Your goal:
Nothing in the records below should be altered when they are retyped.

Task material:
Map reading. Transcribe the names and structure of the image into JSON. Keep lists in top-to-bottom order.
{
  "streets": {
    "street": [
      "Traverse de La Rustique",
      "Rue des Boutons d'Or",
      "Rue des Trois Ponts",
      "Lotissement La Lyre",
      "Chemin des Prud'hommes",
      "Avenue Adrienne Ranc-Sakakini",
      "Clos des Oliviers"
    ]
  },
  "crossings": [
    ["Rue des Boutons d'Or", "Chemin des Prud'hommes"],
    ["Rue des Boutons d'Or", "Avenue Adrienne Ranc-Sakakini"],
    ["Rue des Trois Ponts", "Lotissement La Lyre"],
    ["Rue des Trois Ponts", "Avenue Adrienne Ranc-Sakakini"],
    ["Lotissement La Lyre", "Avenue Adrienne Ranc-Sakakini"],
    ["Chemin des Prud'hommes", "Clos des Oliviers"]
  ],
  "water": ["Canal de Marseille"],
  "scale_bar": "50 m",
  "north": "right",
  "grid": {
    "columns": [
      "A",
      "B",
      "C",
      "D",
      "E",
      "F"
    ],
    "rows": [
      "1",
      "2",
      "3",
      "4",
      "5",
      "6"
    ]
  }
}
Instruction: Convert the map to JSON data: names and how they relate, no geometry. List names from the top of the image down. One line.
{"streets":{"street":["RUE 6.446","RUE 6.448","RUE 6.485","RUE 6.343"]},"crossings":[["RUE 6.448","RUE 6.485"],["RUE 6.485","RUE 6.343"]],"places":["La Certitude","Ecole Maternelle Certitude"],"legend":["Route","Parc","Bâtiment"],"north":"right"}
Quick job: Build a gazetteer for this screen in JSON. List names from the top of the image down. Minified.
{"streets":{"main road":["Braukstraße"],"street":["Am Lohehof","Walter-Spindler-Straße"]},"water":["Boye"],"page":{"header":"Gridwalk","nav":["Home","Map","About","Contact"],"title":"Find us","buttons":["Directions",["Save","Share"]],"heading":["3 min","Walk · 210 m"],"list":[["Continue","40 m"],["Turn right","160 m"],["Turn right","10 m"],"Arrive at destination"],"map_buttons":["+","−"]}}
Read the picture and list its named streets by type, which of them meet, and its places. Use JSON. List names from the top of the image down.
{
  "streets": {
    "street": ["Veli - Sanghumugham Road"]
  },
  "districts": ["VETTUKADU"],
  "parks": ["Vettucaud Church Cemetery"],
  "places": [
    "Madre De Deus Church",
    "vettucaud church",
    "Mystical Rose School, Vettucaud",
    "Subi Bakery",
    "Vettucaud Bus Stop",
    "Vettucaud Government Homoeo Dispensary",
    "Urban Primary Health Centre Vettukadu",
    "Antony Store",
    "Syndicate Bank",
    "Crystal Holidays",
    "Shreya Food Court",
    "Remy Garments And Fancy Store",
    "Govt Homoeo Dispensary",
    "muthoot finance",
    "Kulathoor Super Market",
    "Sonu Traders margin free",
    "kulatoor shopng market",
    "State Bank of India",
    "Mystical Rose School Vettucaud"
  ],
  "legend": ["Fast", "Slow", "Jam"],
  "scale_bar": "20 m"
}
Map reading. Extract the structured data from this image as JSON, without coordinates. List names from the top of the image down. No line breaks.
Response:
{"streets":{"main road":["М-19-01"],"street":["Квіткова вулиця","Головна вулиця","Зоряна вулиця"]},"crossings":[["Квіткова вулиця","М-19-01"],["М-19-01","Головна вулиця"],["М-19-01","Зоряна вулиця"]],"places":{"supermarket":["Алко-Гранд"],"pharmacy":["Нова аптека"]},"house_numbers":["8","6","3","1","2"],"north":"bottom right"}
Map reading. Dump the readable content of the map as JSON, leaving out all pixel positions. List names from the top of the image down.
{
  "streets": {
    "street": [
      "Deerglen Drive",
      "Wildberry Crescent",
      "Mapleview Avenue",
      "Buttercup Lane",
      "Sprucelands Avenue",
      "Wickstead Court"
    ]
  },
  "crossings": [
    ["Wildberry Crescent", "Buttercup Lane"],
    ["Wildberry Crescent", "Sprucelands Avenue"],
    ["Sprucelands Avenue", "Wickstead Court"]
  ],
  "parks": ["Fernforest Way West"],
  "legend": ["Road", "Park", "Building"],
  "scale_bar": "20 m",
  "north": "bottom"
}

Result of this task:
Map reading. Transcribe the names and structure of the image into JSON. Keep lists in top-to-bottom order.
{
  "streets": {
    "street": [
      "Traverse de La Rustique",
      "Rue des Boutons d'Or",
      "Rue des Trois Ponts",
      "Lotissement La Lyre",
      "Chemin des Prud'hommes",
      "Avenue Adrienne Ranc-Sakakini",
      "Clos des Oliviers"
    ]
  },
  "crossings": [
    ["Rue des Boutons d'Or", "Chemin des Prud'hommes"],
    ["Rue des Boutons d'Or", "Avenue Adrienne Ranc-Sakakini"],
    ["Rue des Trois Ponts", "Lotissement La Lyre"],
    ["Rue des Trois Ponts", "Avenue Adrienne Ranc-Sakakini"],
    ["Lotissement La Lyre", "Avenue Adrienne Ranc-Sakakini"],
    ["Chemin des Prud'hommes", "Clos des Oliviers"]
  ],
  "water": ["Canal de Marseille"],
  "scale_bar": "50 m",
  "north": "right",
  "grid": {
    "columns": [
      "A",
      "B",
      "C",
      "D",
      "E",
      "F"
    ],
    "rows": [
      "1",
      "2",
      "3",
      "4",
      "5",
      "6"
    ]
  }
}
Instruction: Convert the map to JSON data: names and how they relate, no geometry. List names from the top of the image down. One line.
{"streets":{"street":["RUE 6.446","RUE 6.448","RUE 6.485","RUE 6.343"]},"crossings":[["RUE 6.448","RUE 6.485"],["RUE 6.485","RUE 6.343"]],"places":["La Certitude","Ecole Maternelle Certitude"],"legend":["Route","Parc","Bâtiment"],"north":"right"}
Quick job: Build a gazetteer for this screen in JSON. List names from the top of the image down. Minified.
{"streets":{"main road":["Braukstraße"],"street":["Am Lohehof","Walter-Spindler-Straße"]},"water":["Boye"],"page":{"header":"Gridwalk","nav":["Home","Map","About","Contact"],"title":"Find us","buttons":["Directions",["Save","Share"]],"heading":["3 min","Walk · 210 m"],"list":[["Continue","40 m"],["Turn right","160 m"],["Turn right","10 m"],"Arrive at destination"],"map_buttons":["+","−"]}}
Read the picture and list its named streets by type, which of them meet, and its places. Use JSON. List names from the top of the image down.
{
  "streets": {
    "street": ["Veli - Sanghumugham Road"]
  },
  "districts": ["VETTUKADU"],
  "parks": ["Vettucaud Church Cemetery"],
  "places": [
    "Madre De Deus Church",
    "vettucaud church",
    "Mystical Rose School, Vettucaud",
    "Subi Bakery",
    "Vettucaud Bus Stop",
    "Vettucaud Government Homoeo Dispensary",
    "Urban Primary Health Centre Vettukadu",
    "Antony Store",
    "Syndicate Bank",
    "Crystal Holidays",
    "Shreya Food Court",
    "Remy Garments And Fancy Store",
    "Govt Homoeo Dispensary",
    "muthoot finance",
    "Kulathoor Super Market",
    "Sonu Traders margin free",
    "kulatoor shopng market",
    "State Bank of India",
    "Mystical Rose School Vettucaud"
  ],
  "legend": ["Fast", "Slow", "Jam"],
  "scale_bar": "20 m"
}
Map reading. Extract the structured data from this image as JSON, without coordinates. List names from the top of the image down. No line breaks.
Response:
{"streets":{"main road":["М-19-01"],"street":["Квіткова вулиця","Головна вулиця","Зоряна вулиця"]},"crossings":[["Квіткова вулиця","М-19-01"],["М-19-01","Головна вулиця"],["М-19-01","Зоряна вулиця"]],"places":{"supermarket":["Алко-Гранд"],"pharmacy":["Нова аптека"]},"house_numbers":["8","6","3","1","2"],"north":"bottom right"}
Map reading. Dump the readable content of the map as JSON, leaving out all pixel positions. List names from the top of the image down.
{
  "streets": {
    "street": [
      "Deerglen Drive",
      "Wildberry Crescent",
      "Mapleview Avenue",
      "Buttercup Lane",
      "Sprucelands Avenue",
      "Wickstead Court"
    ]
  },
  "crossings": [
    ["Wildberry Crescent", "Buttercup Lane"],
    ["Wildberry Crescent", "Sprucelands Avenue"],
    ["Sprucelands Avenue", "Wickstead Court"]
  ],
  "parks": ["Fernforest Way West"],
  "legend": ["Road", "Park", "Building"],
  "scale_bar": "20 m",
  "north": "bottom"
}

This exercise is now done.